The minimum wage in Hong Kong will be raised by 7.1 percent to help residents battle inflation and increasing home prices.
Labor Secretary Matthew Cheung announced that hourly salaries will gain to HK$30 ($3.9), effective May 1. This will be the first revision to Hong Kong’s minimum wage since it was implemented in May 2011. Inflation jumped to 5.3 percent last year, and may be 3.9 percent this year.
The proposal will bolster the wages of about 327,200 employees, or 10 percent of the city’s workers, according to a earlier report by a government commission.
The “income of employees at grass-root level has shown a significant improvement since the minimum-wage policy was carried out last year,” Cheung said. “The proposed increase is reasonable and balanced.”
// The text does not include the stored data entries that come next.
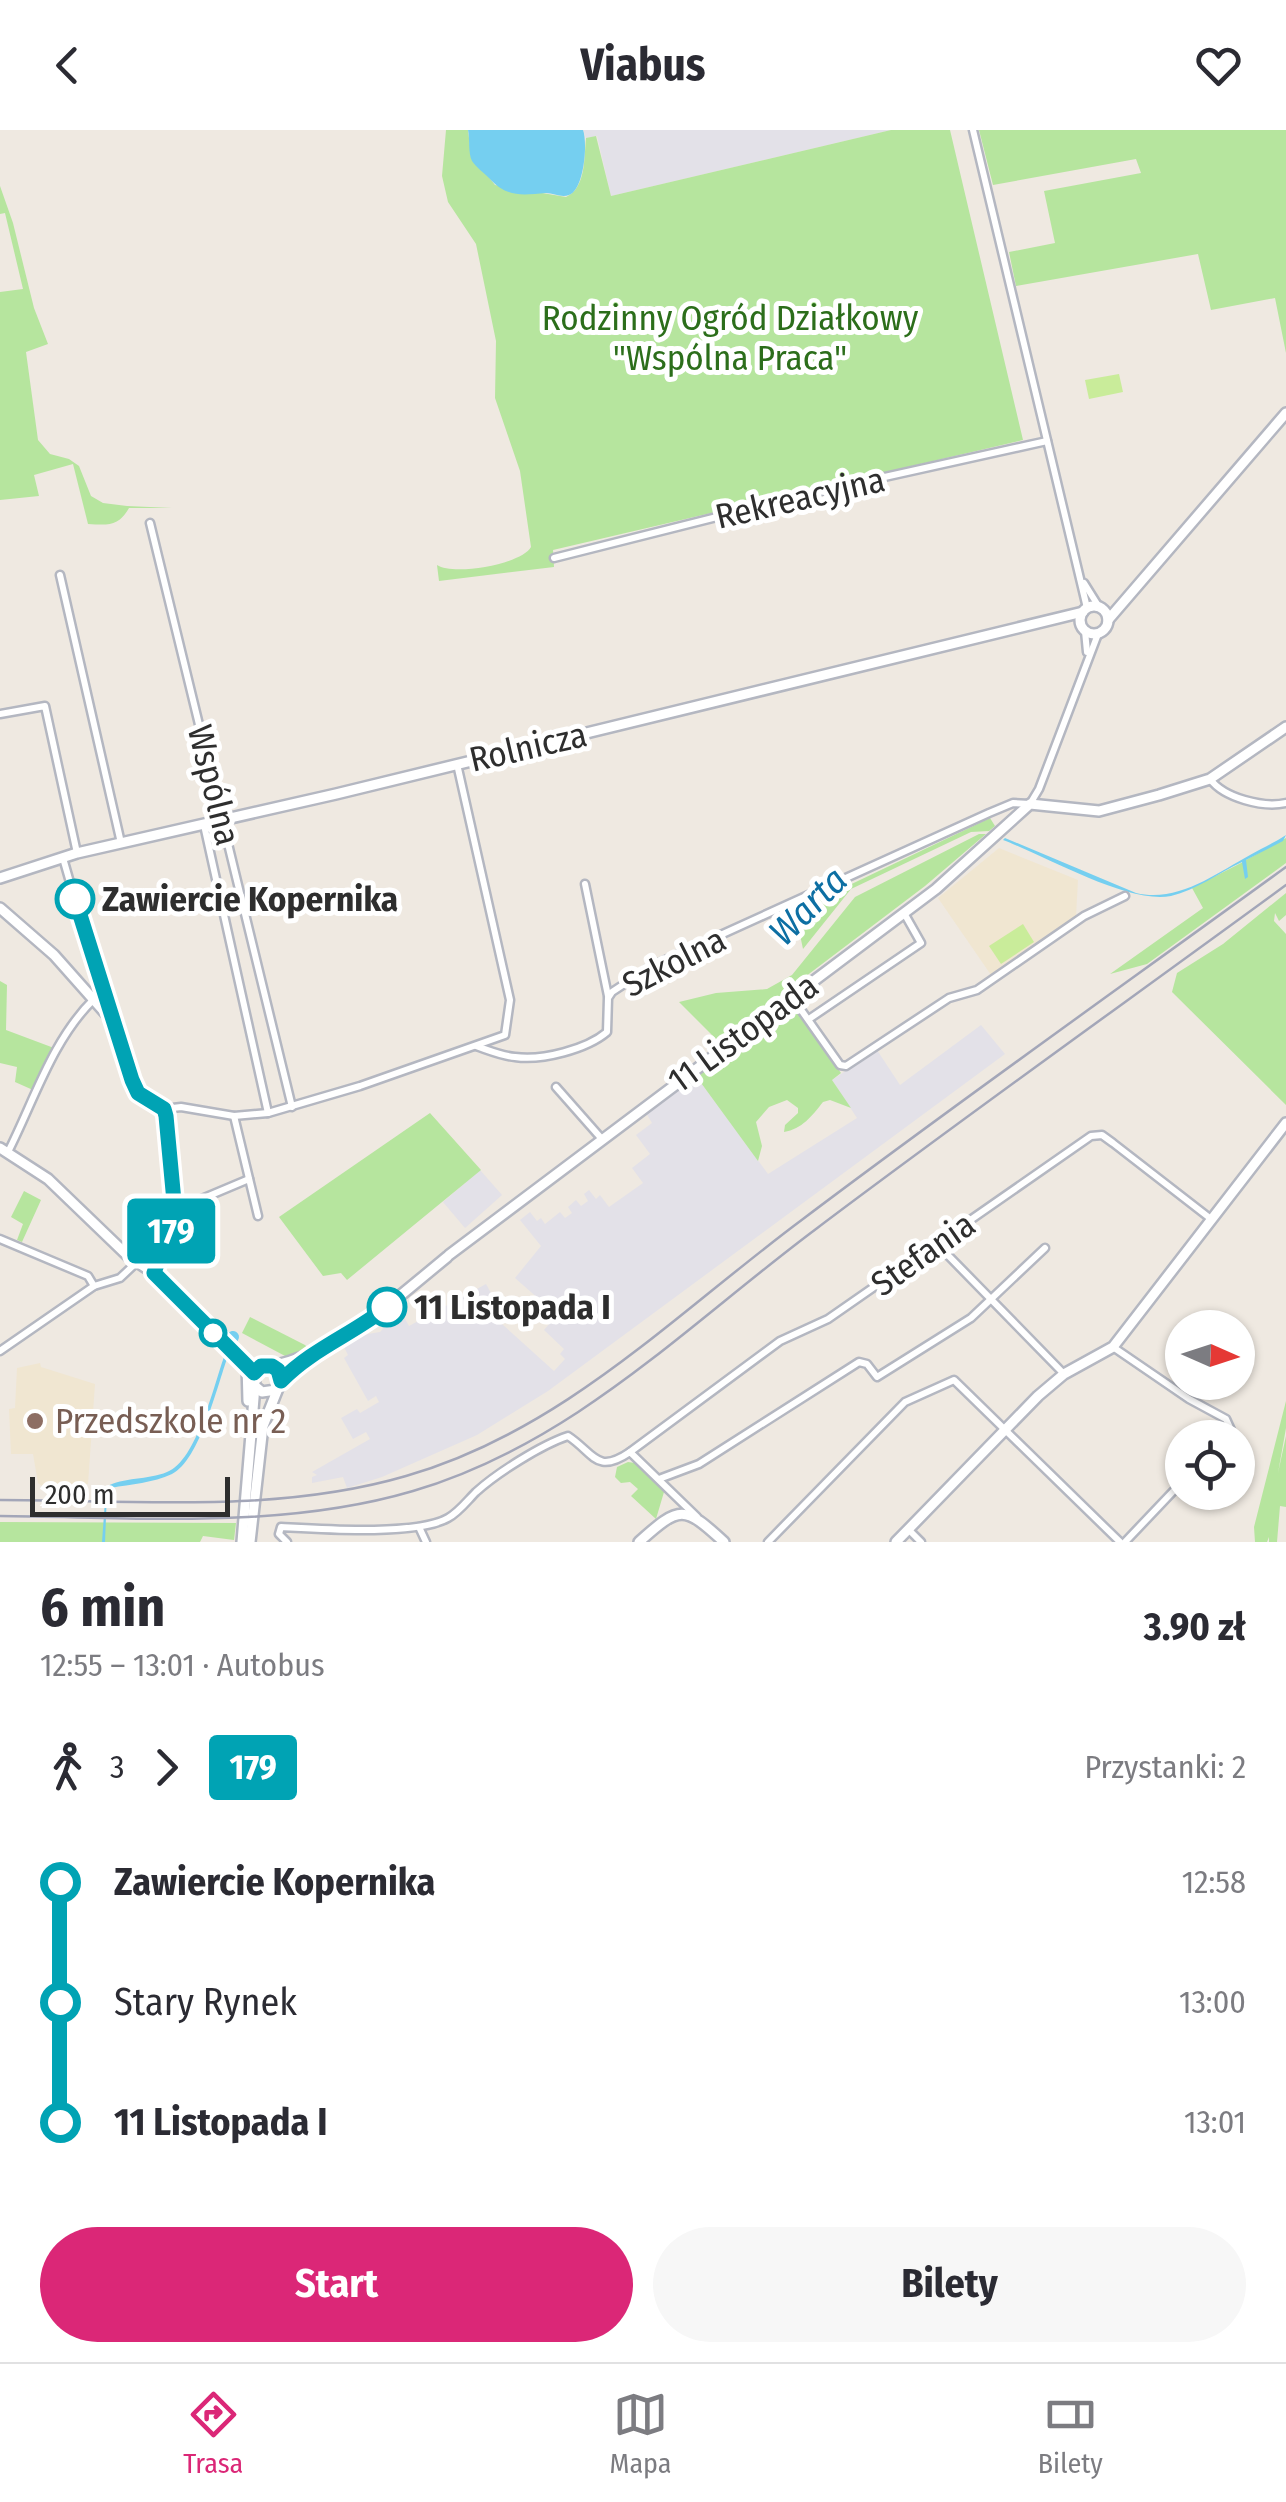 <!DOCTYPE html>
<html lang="pl">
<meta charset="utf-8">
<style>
:root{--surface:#fff;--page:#f7f7f7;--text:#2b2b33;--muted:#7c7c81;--line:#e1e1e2;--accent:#db2777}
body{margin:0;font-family:"Fira Sans Condensed",sans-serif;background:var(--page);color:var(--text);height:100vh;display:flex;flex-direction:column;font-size:38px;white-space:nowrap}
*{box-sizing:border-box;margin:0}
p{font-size:32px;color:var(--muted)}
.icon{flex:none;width:55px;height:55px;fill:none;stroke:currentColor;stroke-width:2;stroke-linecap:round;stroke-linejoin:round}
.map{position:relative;height:1412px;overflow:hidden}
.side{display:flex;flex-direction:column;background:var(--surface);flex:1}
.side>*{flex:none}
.badge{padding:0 20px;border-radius:8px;font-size:35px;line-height:65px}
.needle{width:65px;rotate:93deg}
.tools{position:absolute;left:1165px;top:1180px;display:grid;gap:20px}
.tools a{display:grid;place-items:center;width:90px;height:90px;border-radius:50%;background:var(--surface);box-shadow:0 2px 8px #0004;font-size:50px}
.scale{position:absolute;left:30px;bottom:25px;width:200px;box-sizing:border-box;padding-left:10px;border:5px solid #2e2e2e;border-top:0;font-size:28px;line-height:35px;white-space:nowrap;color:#2e2e2e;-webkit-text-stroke:8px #fff;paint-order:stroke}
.map>.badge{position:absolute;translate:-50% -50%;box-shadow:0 0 0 5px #fff}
.legs{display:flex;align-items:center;gap:15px;height:110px;padding:0 40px;font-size:32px}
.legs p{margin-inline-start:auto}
.overview{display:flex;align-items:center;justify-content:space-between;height:170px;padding:0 40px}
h1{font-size:55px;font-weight:700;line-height:75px}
.action{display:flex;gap:20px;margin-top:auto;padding:20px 40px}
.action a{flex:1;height:115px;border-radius:60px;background:var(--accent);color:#fff;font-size:40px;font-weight:700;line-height:115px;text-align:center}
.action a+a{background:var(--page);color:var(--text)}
ul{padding:0 40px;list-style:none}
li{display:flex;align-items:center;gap:35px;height:120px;font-size:38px}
li i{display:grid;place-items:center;width:15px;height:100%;margin:0 12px;background:currentColor}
li i::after{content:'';width:25px;height:25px;margin:-12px;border:8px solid;border-radius:50%;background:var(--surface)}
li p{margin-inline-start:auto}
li:first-child i{background:linear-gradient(#0000 50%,currentColor 0)}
li:last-child i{background:linear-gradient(currentColor 50%,#0000 0)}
header{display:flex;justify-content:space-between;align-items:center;height:130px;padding:0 40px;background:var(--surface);font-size:45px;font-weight:700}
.tab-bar{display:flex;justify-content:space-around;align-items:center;height:140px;border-top:2px solid var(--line);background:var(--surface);font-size:28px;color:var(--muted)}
.tab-bar a{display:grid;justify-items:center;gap:5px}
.tab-bar .active{color:var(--accent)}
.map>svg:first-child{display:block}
.industrial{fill:#e3e1e8}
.education{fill:#f0e6d1}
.green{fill:#b6e59e}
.pitch{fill:#c9ec9a}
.water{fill:#75cff0}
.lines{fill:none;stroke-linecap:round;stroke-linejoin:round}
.river{stroke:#75cff0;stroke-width:12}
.street-casing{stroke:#b4b7c1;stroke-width:11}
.secondary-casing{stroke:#b4b7c1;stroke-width:14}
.street{stroke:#fff;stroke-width:6}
.secondary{stroke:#fff;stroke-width:9}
.rail{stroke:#a3a6b8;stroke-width:2.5}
.line-1-casing{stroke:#fff;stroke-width:22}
.line-1{stroke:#00a3b4;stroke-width:15}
.stop-1-dot{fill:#fff;stroke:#00a3b4;stroke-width:5}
.education-dot{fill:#8d6e63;stroke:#fff;stroke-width:4}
.labels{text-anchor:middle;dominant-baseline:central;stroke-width:10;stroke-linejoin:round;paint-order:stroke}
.park-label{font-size:35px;fill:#2c6e1b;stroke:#fff}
.street-label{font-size:35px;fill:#2e2e2e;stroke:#fff}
.stop-label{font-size:35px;font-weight:bold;fill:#2e2e2e;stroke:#fff;text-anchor:start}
.education-label{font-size:35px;fill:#785e54;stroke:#fff;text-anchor:start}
.water-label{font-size:38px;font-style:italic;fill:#0d6fa3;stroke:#fff}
</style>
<header><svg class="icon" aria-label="back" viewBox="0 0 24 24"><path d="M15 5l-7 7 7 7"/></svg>Viabus<svg class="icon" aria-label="heart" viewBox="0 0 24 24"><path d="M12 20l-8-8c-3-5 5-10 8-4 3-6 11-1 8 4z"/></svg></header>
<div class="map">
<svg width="1286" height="1412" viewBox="0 0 1286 1412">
<rect width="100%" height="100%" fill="#efe9e1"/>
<g class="industrial">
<polygon points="583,0 891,0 611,66 597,6 586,8"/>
<polygon points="981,895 1005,924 548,1261 477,1305 382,1347 347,1358 343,1347 312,1353 312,1347 317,1345 312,1342 370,1309 366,1302 353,1309 341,1288 357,1279 360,1283 379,1272 376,1266 368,1271 344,1228 348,1225 343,1215 357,1206 380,1202 400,1180 409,1196 486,1154 491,1163 481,1175 554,1241 565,1229 560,1224 564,1219 544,1200 557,1185 515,1148 541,1116 520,1090 530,1082 537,1091 541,1088 545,1094 560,1082 565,1088 572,1083 568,1077 576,1070 581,1076 588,1071 584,1064 589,1060 596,1069 600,1065 609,1077 643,1053 632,1038 650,1024 636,1005 652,993 646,983 696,946 768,1044 857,988 832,950 877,920 900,955"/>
<polygon points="480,1040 502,1065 465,1098 443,1072"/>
</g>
<g class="education">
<polygon points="999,718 1078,750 1076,786 991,845 938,768"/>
<polygon points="40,1233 41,1237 95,1254 88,1354 42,1356 38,1353 33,1324 11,1324 9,1279 15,1278 17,1238"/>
</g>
<g class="green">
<path d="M446,0H468L471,24L495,55L566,67C586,58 584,28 586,8L596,6L611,66L891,0H950L1023,310L553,420L554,437L439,451L437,435C454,446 522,434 531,417L520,341L495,268L496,211L476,114L448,72L442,46Z"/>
<polygon points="979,0 1286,0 1286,223 1275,168 1211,180 1198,124 1016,156 1009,122 1055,113 1044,61 1141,43 1136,29 993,55"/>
<path d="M0,56L13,93L34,178L48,214L26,222L38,310L50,324L69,329L79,336L91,366L103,373L127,376L172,378H129C118,397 108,395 88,394L73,334L34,345L39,366L0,370V162L23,159L5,83L0,84Z"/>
<polygon points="990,688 995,696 989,701 971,702 851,759 803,819 795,781"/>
<polygon points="979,704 986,704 925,756 719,912 679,872 716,863 767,859 792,845 855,767"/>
<polygon points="1286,708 1286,733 1147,834 1110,844 1203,778 1192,758 1243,732 1246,748 1246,730"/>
<polygon points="1286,763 1286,785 1279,791 1275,783 1274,791 1286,804 1286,975 1172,862 1177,843 1223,814"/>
<polygon points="0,851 7,855 6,900 54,918 33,960 15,952 17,937 0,933"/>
<path d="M792,875L841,943L832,950L851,978L830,970L823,972C812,986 802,999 784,1002L785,995L798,983V978L787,970L769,977L756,992L762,1016L758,1031L696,946Z"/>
<polygon points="430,983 481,1040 347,1150 341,1143 323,1146 279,1087"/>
<polygon points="24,1061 41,1070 22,1112 17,1110 23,1094 11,1087"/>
<polygon points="250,1187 305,1215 307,1217 287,1227 242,1203"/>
<polygon points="1286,1271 1286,1298 1278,1343 1286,1306 1286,1377 1280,1376 1277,1412 1269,1412 1269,1407 1267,1412 1255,1412 1254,1397"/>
<polygon points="628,1332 635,1333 664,1362 656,1389 631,1366 638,1359 630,1352 621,1353 615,1347 617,1337"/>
<polygon points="0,1392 236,1393 234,1410 203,1406 200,1412 0,1412"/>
</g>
<g class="pitch">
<polygon points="1119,244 1123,262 1089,269 1085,250"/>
<polygon points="1023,794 1034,812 1001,834 989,816"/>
</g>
<g class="water">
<path d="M468,0H583C588,13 584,60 569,65C561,68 554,63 546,63C522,65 507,68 489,48C484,43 476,37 472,31C468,23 470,9 468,0Z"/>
<path d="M1286,705L1283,711L1246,730L1248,747L1245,749L1242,732C1219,743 1196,760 1171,766C1130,775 1045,726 1003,710L1005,708L1136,763C1178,773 1215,744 1250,725C1262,718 1274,713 1286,705Z"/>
<path d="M225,1224L228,1226C217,1256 200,1330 172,1344C153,1353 131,1354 111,1358L107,1363L105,1412H102L106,1357C123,1347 148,1350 167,1342C197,1331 214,1254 225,1224Z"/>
</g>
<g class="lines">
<polyline class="river" points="231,1210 233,1207"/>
<g class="street-casing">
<g id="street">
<polyline points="973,0 1087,478"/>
<polyline points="150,393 292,977"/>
<polyline points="554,428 808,364 1047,311"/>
<polyline points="60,445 121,713"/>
<polyline points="1084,453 1099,477"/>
<polyline points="1085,501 1087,522"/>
<polyline points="0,584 45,576 77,723"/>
<path d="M1210,649C1224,668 1263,678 1286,673"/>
<polyline points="204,695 268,983"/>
<polyline points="63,728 107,881"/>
<polyline points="585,754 608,866"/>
<polyline points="792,867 840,935 846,936 949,868 977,860 1084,786 1125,766"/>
<polyline points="809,889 921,813 904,783"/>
<path d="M476,916C488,920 502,926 515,927C542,931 587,919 607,902L608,868L612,862L650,837L989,683L1013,673L1030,674L1039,659L1098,504"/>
<polyline points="556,957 601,1008"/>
<polyline points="164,979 181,977 234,986 268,983 360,956 505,905 510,870 457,634"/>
<polyline points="234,986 258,1086"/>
<path d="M8,1022C34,971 52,910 94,869"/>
<polyline points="176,1074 192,1073 249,1049"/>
<polyline points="0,1109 88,1146 94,1156"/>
<polyline points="938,1115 1064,1244"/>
<polyline points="1113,1217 1189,1269 1226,1289 1231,1300 1225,1308"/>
<polyline points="0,1221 94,1156 120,1148 137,1132"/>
<polyline points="630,1322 780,1211 828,1189 1091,1006 1102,1005 1113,1013 1211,1089"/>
<polyline points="659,1349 699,1334 859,1232 867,1234 877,1247 971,1188 1045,1118"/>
<polyline points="419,1397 426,1412"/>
<polyline points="909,1400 921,1412"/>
<path d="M287,1412L279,1404L281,1397C319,1399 416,1406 448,1388C459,1382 467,1371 476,1362C497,1343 541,1315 568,1306C594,1323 596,1345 630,1322L697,1387"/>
<polyline points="768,1412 905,1272 954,1250 1120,1412"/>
<polyline points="1125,1412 1182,1352"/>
</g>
</g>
<g class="secondary-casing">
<g id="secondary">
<circle cx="1094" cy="490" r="14"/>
<polyline points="1108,490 1286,283"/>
<polyline points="0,748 77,723 336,664 1083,482"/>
<polyline points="0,778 54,825 109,887 135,958 164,979 175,1083 155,1143"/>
<polyline points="0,1018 48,1049 128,1126 163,1149 192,1182 254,1243"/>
<polyline points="449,1125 936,759 1030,674 1099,681 1159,665 1210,649 1286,597"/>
<polyline points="401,1165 447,1127"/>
<polyline points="247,1234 248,1271"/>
<path d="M273,1236C320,1225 362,1198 399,1167"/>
<polyline points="281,1251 304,1229"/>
<polyline points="242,1412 255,1256"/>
<polyline points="250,1412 263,1296 281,1251 276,1238 261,1236 254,1243 255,1256 262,1262 276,1260"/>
<path d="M639,1412C680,1375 684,1375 724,1412"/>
<polyline points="896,1412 1038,1266 1064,1244 1113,1217 1286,993"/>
</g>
</g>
<use href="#street" class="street"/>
<use href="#secondary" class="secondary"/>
<g class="rail">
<path d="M0,1370C134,1370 276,1384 406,1346C563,1301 675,1184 803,1089C962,969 1125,854 1286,737"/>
<path d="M0,1386C137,1387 281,1400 413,1361C573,1314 686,1196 816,1099C971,982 1129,870 1286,755"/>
</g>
</g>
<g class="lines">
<g class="line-1-casing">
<path id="line-1" d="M75,769L132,950L138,963L164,979L166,986L175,1082L154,1143L254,1243L261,1236H272L278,1240L281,1251C312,1219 353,1204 387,1177"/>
</g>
<use href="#line-1" class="line-1"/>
</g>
<g class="stop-1-dot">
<circle cx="75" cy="769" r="18"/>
<circle cx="387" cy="1177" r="18"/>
<circle cx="213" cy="1203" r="12"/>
</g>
<circle class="education-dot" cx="35" cy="1291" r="10"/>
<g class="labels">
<g class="park-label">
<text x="730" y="188">Rodzinny Ogród Działkowy<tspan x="730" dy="40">"Wspólna Praca"</tspan></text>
</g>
<g class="street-label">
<text transform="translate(800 368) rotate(-13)">Rekreacyjna</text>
<text transform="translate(528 617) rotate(-13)">Rolnicza</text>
<text transform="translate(214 655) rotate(76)">Wspólna</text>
<text transform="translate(674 832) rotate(-27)">Szkolna</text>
<text transform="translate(743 903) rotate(-36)">11 Listopada</text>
<text transform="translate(923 1124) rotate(-35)">Stefania</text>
</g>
<g class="stop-label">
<text x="102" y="769">Zawiercie Kopernika</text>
<text x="414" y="1177">11 Listopada I</text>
</g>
<g class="education-label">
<text x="55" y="1291">Przedszkole nr 2</text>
</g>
<g class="water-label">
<text transform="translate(808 776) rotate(-45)">Warta</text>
</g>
</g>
</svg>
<div class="tools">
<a><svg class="needle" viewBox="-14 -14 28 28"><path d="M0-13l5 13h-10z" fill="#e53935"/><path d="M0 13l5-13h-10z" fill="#7c7c81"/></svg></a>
<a><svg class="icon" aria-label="locate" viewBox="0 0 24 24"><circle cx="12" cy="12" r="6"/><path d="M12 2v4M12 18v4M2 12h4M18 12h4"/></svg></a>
</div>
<div class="scale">200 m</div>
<b class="badge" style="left:171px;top:1101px;background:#00a3b4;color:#fff">179</b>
</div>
<section class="side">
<div class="overview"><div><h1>6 min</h1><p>12:55 – 13:01 · Autobus</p></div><b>3.90 zł</b></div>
<div class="legs"><svg class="icon" aria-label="walk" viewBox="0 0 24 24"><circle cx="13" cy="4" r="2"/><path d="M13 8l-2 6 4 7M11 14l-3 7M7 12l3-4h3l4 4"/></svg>3<svg class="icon" aria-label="forward" viewBox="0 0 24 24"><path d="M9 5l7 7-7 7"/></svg><b class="badge" style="background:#00a3b4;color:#fff">179</b><p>Przystanki: 2</p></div>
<ul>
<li><i style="color:#00a3b4"></i><b>Zawiercie Kopernika</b><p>12:58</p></li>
<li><i style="color:#00a3b4"></i><span>Stary Rynek</span><p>13:00</p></li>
<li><i style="color:#00a3b4"></i><b>11 Listopada I</b><p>13:01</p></li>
</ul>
<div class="action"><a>Start</a><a>Bilety</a></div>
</section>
<nav class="tab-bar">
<a class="active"><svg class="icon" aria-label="directions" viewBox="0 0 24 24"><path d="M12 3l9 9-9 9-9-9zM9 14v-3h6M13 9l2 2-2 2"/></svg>Trasa</a>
<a><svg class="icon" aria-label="map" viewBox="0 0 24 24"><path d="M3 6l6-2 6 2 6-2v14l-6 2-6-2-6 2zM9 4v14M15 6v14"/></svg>Mapa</a>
<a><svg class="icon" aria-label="tickets" viewBox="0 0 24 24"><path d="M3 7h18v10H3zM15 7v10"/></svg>Bilety</a>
</nav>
Hong Kong has shot up 26 places in the list of most expensive cities to become the 32nd most costly location for international assignees, according to a survey released today by ECA International, based on the cost of day-to-day goods and services which included items such as groceries and clothing while excluding rent and cars.
The survey reveals that Hong Kong is now more expensive than Manhattan (36th) and Paris (42nd), although it remains cheaper than other regional hubs such as Beijing (22nd), Shanghai (26th), which have also jumped up the ranking, and Singapore (31st).